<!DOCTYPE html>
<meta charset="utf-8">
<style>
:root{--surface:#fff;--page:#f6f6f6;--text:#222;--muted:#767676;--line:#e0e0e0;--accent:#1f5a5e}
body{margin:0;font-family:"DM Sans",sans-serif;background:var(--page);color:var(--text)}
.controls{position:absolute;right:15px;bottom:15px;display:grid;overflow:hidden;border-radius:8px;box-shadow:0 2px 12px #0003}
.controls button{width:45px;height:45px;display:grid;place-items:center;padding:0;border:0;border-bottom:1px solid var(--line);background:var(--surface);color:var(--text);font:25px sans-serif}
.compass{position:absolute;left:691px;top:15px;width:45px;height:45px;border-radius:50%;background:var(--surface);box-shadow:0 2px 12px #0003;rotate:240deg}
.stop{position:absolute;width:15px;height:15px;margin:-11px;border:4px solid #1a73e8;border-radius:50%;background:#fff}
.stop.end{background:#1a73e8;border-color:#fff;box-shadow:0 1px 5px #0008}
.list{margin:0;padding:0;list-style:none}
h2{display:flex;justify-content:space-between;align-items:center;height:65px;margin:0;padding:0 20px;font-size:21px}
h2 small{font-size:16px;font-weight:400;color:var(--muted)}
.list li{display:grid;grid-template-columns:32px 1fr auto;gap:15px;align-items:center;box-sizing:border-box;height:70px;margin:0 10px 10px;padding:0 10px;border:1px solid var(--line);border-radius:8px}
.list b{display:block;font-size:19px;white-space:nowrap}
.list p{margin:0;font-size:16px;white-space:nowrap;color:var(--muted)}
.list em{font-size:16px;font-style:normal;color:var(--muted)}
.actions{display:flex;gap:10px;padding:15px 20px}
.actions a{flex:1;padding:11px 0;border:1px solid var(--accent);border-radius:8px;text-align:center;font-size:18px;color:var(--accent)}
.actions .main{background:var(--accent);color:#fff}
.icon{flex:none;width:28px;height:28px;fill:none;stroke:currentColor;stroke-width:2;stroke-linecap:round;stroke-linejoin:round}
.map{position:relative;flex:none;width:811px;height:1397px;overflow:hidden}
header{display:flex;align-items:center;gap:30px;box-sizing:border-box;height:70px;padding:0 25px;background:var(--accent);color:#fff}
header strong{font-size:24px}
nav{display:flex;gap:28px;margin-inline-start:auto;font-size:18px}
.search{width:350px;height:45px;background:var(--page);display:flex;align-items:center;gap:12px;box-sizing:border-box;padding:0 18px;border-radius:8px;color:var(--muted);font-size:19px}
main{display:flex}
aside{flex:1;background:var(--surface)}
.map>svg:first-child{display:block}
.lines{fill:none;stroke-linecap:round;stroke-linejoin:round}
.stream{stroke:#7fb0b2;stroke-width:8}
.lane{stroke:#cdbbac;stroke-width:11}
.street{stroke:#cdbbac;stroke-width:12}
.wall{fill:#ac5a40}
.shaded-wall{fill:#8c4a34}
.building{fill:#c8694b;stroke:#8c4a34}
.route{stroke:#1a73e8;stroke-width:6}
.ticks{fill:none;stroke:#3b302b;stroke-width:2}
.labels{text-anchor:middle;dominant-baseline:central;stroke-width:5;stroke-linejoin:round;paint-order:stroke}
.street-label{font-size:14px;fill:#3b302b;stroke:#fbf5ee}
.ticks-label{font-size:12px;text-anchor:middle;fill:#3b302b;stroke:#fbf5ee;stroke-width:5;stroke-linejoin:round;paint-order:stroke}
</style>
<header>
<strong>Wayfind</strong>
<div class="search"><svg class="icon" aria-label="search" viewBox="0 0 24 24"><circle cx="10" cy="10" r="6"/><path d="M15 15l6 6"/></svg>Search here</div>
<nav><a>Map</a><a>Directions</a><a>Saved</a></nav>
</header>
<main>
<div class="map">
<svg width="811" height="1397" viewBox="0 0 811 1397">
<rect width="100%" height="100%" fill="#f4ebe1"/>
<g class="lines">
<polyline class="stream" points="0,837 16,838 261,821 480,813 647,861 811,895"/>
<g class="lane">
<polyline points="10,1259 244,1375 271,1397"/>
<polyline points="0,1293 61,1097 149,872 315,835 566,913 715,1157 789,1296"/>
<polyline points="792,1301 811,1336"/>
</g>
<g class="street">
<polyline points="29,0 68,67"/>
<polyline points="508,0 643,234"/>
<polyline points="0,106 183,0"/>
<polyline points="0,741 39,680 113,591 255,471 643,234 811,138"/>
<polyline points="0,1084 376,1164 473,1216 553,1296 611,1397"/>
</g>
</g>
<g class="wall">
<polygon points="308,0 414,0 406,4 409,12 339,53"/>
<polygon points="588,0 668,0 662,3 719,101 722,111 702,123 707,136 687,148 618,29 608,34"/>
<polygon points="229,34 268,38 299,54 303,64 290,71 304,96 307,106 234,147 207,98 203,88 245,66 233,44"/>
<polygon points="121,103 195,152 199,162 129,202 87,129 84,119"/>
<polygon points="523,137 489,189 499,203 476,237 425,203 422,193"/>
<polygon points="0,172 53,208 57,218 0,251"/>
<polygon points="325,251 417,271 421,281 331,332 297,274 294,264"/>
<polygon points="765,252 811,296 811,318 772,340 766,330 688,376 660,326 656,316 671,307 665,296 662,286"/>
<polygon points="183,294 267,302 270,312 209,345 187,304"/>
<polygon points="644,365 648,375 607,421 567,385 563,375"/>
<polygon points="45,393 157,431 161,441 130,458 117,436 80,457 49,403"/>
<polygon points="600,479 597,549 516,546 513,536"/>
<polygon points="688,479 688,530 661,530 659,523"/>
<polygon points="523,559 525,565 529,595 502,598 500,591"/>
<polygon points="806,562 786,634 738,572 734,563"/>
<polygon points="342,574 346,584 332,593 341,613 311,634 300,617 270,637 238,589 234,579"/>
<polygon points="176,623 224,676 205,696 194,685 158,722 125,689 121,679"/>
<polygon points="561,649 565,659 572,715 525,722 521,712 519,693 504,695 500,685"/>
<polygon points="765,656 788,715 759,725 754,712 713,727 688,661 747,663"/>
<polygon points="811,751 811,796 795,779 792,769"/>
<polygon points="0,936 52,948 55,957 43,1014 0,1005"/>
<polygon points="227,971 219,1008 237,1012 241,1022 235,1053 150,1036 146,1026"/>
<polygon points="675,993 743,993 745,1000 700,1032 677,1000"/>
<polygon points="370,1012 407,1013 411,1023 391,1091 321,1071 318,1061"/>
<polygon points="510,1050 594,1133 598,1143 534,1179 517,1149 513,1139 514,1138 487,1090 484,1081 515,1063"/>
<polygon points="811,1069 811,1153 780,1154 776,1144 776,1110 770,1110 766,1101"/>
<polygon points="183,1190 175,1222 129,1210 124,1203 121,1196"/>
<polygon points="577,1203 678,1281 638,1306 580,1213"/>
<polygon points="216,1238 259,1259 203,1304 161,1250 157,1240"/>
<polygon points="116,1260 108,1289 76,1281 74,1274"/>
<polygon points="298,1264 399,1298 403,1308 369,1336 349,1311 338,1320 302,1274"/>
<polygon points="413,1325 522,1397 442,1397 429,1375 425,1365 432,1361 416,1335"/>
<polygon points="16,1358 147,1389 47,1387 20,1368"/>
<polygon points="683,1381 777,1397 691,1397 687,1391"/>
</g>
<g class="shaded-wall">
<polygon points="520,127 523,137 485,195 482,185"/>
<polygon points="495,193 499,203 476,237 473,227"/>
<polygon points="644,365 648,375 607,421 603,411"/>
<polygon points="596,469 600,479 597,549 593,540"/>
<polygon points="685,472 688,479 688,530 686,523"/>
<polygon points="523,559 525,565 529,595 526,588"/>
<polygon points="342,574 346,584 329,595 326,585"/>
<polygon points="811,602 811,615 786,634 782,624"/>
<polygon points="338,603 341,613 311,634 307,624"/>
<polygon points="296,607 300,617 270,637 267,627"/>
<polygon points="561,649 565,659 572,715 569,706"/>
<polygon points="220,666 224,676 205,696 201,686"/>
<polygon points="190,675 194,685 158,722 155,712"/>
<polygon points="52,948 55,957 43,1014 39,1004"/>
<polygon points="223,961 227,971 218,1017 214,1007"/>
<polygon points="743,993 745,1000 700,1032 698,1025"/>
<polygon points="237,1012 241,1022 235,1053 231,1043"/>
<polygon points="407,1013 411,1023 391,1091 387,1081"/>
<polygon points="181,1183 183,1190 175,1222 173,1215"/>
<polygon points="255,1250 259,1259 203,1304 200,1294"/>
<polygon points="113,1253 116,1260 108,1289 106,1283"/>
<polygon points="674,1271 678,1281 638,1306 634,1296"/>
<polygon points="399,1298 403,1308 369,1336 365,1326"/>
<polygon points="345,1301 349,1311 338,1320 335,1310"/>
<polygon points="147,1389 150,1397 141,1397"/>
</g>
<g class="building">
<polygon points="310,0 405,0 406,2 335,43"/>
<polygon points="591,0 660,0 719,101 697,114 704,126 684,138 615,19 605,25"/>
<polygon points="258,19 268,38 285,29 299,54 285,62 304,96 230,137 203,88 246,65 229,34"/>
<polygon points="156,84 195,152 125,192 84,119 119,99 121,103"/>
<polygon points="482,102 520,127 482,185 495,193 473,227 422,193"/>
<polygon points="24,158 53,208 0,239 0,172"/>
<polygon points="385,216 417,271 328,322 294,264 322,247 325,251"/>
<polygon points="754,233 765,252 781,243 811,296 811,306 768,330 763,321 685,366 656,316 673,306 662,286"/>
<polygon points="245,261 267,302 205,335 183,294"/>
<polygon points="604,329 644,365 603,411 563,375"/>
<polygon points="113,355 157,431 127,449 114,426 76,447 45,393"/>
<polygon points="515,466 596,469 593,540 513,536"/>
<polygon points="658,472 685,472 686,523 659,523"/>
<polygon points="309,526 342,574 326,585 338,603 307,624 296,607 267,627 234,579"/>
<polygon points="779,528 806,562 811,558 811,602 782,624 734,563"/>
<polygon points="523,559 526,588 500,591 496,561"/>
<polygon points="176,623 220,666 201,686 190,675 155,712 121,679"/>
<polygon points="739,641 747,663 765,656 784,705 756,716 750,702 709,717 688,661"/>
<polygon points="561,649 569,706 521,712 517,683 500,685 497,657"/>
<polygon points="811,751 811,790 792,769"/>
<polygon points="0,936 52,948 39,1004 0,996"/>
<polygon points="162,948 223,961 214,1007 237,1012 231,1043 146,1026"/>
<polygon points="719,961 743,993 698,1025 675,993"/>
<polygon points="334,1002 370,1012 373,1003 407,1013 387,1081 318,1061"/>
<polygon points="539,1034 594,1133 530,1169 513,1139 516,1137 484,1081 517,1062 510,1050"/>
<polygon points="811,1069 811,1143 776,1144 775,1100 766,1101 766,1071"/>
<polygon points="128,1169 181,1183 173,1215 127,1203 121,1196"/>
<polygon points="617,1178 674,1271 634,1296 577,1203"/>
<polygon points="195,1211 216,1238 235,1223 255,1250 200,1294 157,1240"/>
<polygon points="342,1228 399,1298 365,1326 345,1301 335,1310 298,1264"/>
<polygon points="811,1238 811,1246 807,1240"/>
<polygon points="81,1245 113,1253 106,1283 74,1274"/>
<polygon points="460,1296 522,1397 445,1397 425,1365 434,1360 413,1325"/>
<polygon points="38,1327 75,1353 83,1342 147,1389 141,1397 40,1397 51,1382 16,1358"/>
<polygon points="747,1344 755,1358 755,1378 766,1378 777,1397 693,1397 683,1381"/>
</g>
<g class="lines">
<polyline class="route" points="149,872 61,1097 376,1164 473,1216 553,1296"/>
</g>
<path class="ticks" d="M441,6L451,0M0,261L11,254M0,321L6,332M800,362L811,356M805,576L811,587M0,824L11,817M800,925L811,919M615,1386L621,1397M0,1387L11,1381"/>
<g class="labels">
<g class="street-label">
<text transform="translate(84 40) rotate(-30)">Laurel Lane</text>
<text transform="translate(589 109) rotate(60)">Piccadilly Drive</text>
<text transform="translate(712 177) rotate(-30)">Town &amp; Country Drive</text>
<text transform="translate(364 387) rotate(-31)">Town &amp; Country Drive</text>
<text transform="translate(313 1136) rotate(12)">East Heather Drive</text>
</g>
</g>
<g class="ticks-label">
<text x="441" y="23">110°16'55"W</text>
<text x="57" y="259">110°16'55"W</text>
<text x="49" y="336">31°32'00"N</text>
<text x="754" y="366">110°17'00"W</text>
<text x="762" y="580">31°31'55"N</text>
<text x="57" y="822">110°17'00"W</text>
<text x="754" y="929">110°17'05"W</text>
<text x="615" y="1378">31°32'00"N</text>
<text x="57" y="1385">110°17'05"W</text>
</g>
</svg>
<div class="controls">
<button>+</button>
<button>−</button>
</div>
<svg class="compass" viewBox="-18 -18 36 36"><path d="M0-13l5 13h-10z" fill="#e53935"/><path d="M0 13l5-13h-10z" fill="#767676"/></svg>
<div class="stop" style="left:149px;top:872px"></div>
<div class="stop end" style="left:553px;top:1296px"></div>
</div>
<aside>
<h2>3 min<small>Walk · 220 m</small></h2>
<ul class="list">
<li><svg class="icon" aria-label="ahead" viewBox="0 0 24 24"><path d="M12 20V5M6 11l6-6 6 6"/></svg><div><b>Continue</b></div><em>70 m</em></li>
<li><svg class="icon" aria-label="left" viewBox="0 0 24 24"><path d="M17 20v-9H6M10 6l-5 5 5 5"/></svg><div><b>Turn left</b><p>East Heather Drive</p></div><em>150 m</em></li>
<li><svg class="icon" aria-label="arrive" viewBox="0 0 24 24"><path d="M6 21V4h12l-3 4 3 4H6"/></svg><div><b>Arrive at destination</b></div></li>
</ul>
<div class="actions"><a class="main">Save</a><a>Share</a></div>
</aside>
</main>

○ ○ ○

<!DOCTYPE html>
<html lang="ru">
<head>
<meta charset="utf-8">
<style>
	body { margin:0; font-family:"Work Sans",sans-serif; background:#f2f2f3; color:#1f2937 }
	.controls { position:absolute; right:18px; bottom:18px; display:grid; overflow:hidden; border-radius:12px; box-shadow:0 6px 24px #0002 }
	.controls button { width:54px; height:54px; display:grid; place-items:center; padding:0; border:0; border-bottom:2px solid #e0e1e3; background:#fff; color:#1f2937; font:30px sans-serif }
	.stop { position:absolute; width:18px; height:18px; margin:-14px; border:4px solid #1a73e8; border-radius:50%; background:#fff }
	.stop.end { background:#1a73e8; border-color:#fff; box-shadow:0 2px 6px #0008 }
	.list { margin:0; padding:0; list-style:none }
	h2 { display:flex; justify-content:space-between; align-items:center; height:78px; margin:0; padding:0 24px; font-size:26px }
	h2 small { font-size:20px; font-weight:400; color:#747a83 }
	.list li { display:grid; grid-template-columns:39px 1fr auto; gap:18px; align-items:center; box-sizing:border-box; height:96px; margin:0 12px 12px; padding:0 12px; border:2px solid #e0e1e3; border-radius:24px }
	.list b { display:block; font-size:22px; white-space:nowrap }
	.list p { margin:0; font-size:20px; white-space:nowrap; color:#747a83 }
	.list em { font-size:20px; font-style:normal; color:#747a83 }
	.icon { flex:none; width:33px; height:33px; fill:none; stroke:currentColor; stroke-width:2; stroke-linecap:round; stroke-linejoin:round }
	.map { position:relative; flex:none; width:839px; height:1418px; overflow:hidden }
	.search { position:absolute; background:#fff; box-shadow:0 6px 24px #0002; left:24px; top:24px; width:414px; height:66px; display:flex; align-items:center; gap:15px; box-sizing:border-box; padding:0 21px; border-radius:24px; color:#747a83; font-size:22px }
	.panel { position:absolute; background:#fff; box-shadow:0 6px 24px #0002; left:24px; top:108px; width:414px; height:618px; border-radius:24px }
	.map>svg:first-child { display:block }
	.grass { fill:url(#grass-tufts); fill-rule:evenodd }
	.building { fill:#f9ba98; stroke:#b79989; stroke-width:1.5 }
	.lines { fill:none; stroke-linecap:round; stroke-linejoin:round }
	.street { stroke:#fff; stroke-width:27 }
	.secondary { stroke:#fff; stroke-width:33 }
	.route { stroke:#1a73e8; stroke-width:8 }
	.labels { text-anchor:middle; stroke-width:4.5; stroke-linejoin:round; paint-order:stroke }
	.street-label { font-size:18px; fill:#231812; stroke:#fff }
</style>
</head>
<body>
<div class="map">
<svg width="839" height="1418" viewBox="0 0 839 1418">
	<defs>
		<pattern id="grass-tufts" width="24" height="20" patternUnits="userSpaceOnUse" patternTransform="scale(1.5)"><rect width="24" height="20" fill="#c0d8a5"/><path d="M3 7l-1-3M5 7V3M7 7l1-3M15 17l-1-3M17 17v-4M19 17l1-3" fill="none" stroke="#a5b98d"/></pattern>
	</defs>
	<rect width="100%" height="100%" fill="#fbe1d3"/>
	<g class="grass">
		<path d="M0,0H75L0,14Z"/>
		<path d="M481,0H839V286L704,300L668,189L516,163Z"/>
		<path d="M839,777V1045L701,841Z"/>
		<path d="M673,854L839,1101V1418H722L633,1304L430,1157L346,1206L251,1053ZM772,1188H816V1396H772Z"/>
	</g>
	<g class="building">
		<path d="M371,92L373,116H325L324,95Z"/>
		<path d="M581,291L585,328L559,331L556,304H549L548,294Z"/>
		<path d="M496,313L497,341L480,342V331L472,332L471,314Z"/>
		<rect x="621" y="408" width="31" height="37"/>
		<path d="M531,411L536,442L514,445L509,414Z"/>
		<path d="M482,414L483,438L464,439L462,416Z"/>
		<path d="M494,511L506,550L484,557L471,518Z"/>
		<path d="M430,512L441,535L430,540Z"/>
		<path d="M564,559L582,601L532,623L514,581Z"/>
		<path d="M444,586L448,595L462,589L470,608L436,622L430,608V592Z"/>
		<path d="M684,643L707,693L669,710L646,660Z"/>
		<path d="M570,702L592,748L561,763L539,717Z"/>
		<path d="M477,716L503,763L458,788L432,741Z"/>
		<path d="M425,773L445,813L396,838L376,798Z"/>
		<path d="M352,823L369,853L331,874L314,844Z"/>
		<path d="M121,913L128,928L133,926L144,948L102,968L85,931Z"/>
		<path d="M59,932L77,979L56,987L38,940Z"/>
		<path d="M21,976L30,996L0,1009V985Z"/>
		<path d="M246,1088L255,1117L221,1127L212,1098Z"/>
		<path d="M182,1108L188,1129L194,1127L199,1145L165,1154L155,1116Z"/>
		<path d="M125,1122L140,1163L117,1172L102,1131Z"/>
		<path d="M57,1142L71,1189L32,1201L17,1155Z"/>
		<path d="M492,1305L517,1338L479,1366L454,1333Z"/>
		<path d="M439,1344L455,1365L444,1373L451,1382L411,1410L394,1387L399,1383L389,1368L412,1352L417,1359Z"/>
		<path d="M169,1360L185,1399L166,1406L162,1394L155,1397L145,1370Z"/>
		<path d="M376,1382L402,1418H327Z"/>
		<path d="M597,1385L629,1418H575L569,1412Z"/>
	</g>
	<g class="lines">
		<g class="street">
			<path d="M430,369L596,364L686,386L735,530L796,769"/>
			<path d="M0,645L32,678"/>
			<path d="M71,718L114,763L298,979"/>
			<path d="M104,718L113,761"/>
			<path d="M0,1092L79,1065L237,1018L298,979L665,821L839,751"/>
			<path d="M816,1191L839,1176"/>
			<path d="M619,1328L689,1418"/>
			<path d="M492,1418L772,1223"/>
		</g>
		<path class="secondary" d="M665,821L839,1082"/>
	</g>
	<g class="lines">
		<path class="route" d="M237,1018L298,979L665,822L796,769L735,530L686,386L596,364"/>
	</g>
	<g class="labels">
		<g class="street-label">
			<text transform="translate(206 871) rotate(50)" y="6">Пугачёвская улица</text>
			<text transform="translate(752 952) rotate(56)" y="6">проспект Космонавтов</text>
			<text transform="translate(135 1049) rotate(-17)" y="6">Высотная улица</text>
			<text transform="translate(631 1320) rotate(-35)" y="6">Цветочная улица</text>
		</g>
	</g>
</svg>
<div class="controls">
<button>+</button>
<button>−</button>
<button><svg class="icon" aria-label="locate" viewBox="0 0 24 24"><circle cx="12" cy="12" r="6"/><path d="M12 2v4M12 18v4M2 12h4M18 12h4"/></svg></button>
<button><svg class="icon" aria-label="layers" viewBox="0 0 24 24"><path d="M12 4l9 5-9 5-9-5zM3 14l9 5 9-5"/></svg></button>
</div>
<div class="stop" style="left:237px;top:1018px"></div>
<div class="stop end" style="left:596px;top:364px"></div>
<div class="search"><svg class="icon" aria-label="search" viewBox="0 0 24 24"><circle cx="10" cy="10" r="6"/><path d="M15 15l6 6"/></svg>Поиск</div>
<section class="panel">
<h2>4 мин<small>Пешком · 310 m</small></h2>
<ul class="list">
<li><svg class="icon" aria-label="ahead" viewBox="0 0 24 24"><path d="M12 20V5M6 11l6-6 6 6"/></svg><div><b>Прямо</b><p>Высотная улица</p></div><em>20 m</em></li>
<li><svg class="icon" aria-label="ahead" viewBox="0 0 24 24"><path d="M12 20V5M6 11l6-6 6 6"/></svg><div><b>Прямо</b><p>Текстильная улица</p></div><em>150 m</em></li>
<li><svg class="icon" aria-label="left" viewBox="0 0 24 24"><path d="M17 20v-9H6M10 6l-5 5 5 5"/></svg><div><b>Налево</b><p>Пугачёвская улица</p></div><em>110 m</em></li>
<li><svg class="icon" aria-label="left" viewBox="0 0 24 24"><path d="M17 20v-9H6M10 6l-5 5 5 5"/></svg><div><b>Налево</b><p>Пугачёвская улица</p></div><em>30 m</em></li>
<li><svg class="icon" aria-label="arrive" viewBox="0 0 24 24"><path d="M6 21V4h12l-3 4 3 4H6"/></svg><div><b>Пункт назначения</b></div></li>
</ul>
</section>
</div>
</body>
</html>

○ ○ ○

An exact copy of the lines above, from the one containing "margin:0; padding:0; list-style:none" down to the one containing "#0002; left:24px; top:108px;" and including both, is the whole answer; retype it and nothing else.

* ANSWER TO THIS TASK *
	.list { margin:0; padding:0; list-style:none }
	h2 { display:flex; justify-content:space-between; align-items:center; height:78px; margin:0; padding:0 24px; font-size:26px }
	h2 small { font-size:20px; font-weight:400; color:#747a83 }
	.list li { display:grid; grid-template-columns:39px 1fr auto; gap:18px; align-items:center; box-sizing:border-box; height:96px; margin:0 12px 12px; padding:0 12px; border:2px solid #e0e1e3; border-radius:24px }
	.list b { display:block; font-size:22px; white-space:nowrap }
	.list p { margin:0; font-size:20px; white-space:nowrap; color:#747a83 }
	.list em { font-size:20px; font-style:normal; color:#747a83 }
	.icon { flex:none; width:33px; height:33px; fill:none; stroke:currentColor; stroke-width:2; stroke-linecap:round; stroke-linejoin:round }
	.map { position:relative; flex:none; width:839px; height:1418px; overflow:hidden }
	.search { position:absolute; background:#fff; box-shadow:0 6px 24px #0002; left:24px; top:24px; width:414px; height:66px; display:flex; align-items:center; gap:15px; box-sizing:border-box; padding:0 21px; border-radius:24px; color:#747a83; font-size:22px }
	.panel { position:absolute; background:#fff; box-shadow:0 6px 24px #0002; left:24px; top:108px; width:414px; height:618px; border-radius:24px }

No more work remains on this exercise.